The Thieves is otherwise knowingly and slickly constructed, abundant in lively dialogue and the kinds of charming performances a movie so inextricable from deceit and other misdeeds requires. They make stabs in the back really hurt. And you ought to want these characters to get away with their crimes, although it’s nearly impossible to feel that much sympathy for a character like this diamond-hoarding mistress when one of the thieves (Kim Hae-sook) talks about being middle-aged and without a savings account, forced to hand off any money she’s accumulated to her needier daughter and son-in-law.

The Thieves has so many characters that some are doomed to fade to the background, there to serve as not much more than extra bodies and hands.
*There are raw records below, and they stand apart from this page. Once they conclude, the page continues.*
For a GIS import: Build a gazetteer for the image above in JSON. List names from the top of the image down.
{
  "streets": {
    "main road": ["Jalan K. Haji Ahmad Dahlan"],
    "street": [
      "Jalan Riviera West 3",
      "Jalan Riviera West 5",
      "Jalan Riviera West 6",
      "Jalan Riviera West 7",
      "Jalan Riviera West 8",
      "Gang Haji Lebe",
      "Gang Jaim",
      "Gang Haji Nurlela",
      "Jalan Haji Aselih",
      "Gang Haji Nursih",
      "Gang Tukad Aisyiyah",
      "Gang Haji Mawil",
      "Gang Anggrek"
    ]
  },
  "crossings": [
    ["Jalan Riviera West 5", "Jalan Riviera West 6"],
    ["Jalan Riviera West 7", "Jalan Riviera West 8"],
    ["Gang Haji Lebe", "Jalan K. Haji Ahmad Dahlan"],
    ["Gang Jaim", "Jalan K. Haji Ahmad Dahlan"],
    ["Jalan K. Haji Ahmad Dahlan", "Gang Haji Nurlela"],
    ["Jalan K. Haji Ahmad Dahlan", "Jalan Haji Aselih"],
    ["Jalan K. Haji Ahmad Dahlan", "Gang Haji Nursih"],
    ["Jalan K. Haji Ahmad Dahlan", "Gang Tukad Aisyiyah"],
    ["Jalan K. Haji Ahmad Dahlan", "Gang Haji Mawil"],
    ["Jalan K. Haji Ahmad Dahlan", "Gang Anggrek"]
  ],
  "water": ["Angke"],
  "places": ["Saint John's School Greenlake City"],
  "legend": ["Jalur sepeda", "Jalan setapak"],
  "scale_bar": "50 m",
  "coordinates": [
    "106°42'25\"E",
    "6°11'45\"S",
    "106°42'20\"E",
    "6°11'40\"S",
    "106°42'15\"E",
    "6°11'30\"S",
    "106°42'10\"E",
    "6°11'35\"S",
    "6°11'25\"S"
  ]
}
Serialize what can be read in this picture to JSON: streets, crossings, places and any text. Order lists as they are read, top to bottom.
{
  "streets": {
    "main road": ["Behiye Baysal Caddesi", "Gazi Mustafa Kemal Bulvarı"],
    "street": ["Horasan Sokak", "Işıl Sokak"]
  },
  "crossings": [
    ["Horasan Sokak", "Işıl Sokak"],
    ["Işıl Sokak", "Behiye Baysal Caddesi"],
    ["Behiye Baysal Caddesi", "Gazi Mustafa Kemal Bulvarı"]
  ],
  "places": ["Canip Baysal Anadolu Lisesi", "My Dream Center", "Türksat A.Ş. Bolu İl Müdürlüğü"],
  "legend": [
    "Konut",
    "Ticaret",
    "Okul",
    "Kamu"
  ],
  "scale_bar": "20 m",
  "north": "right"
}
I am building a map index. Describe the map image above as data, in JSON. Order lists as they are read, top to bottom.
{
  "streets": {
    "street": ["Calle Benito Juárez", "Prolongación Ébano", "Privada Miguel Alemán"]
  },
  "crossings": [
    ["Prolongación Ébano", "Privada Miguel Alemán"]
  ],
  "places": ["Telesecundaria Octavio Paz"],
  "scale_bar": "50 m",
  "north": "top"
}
Consistent, though, is how much we gravitate toward its women characters, who are nearly universally more cool and cunning than their male counterparts. A favorite is that aforementioned middle-aged woman — she goes by Chewingum — who’s become almost completely hardened until a short-term, mid-film chance at romance gives her some unexpected hope. Another, Yenicall (Jun Ji-hyun), puts you in mind of Selina Kyle, employed for her acrobatic skill and her talent for seduction who’s also always offering funny, sardonic quips that aren’t solicited but are welcome anyway. Like everyone else in the movie, she has something up her sleeve. One of The Thieves’ biggest delights is its reveal of exactly what.